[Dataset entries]
● ● ● ●

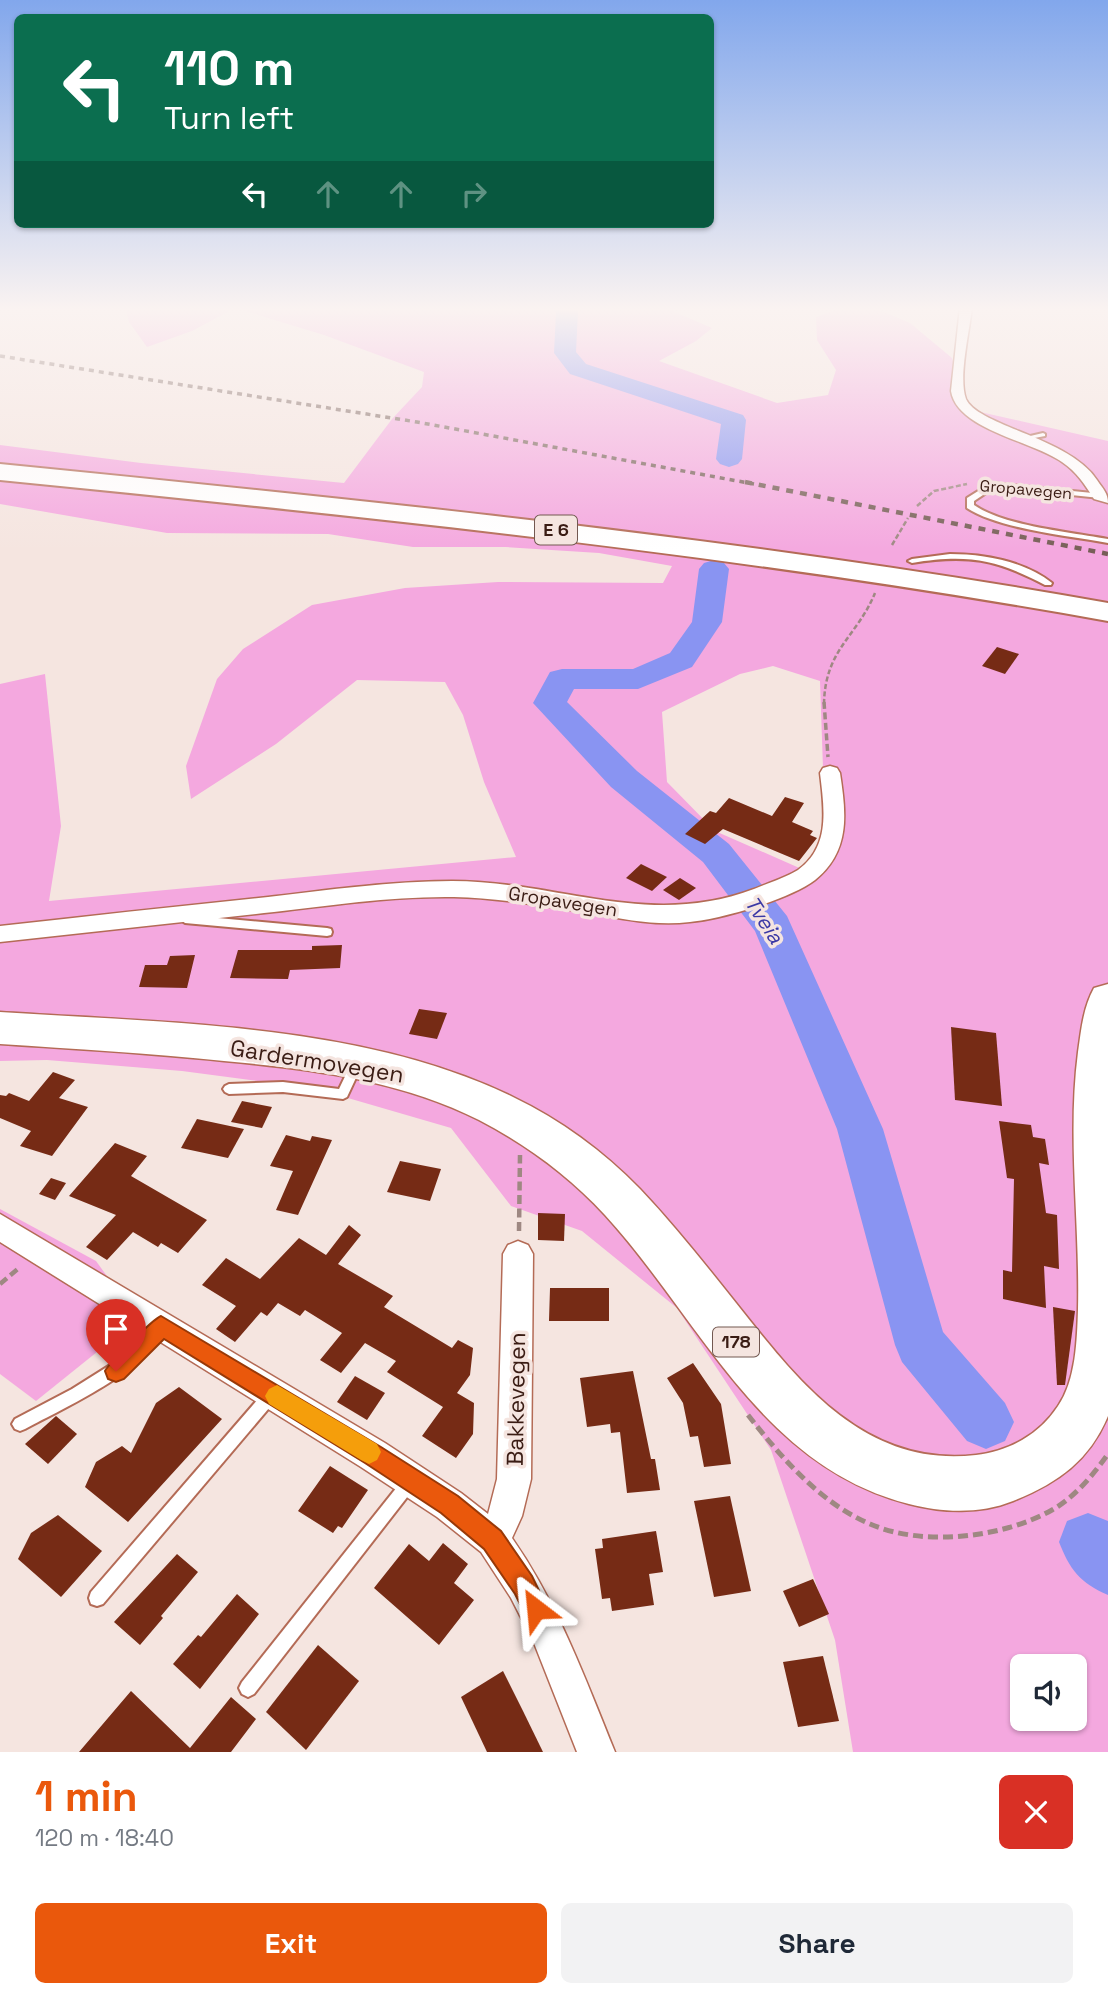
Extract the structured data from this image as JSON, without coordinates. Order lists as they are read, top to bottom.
{
  "streets": {
    "highway": ["E 6"],
    "main road": ["Gardermovegen", "178"],
    "street": ["Gropavegen", "Bakkevegen"]
  },
  "water": ["Tveia"],
  "page": {
    "turn": ["110 m", "Turn left"],
    "heading": ["1 min", "120 m · 18:40"],
    "buttons": ["Exit", "Share"]
  }
}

● ● ● ●

→ WHAT TO PRODUCE
Return all of the entries exactly as written, but drop any pictures they hold.

→ RESPONSE TO THIS EXERCISE
Extract the structured data from this image as JSON, without coordinates. Order lists as they are read, top to bottom.
{
  "streets": {
    "highway": ["E 6"],
    "main road": ["Gardermovegen", "178"],
    "street": ["Gropavegen", "Bakkevegen"]
  },
  "water": ["Tveia"],
  "page": {
    "turn": ["110 m", "Turn left"],
    "heading": ["1 min", "120 m · 18:40"],
    "buttons": ["Exit", "Share"]
  }
}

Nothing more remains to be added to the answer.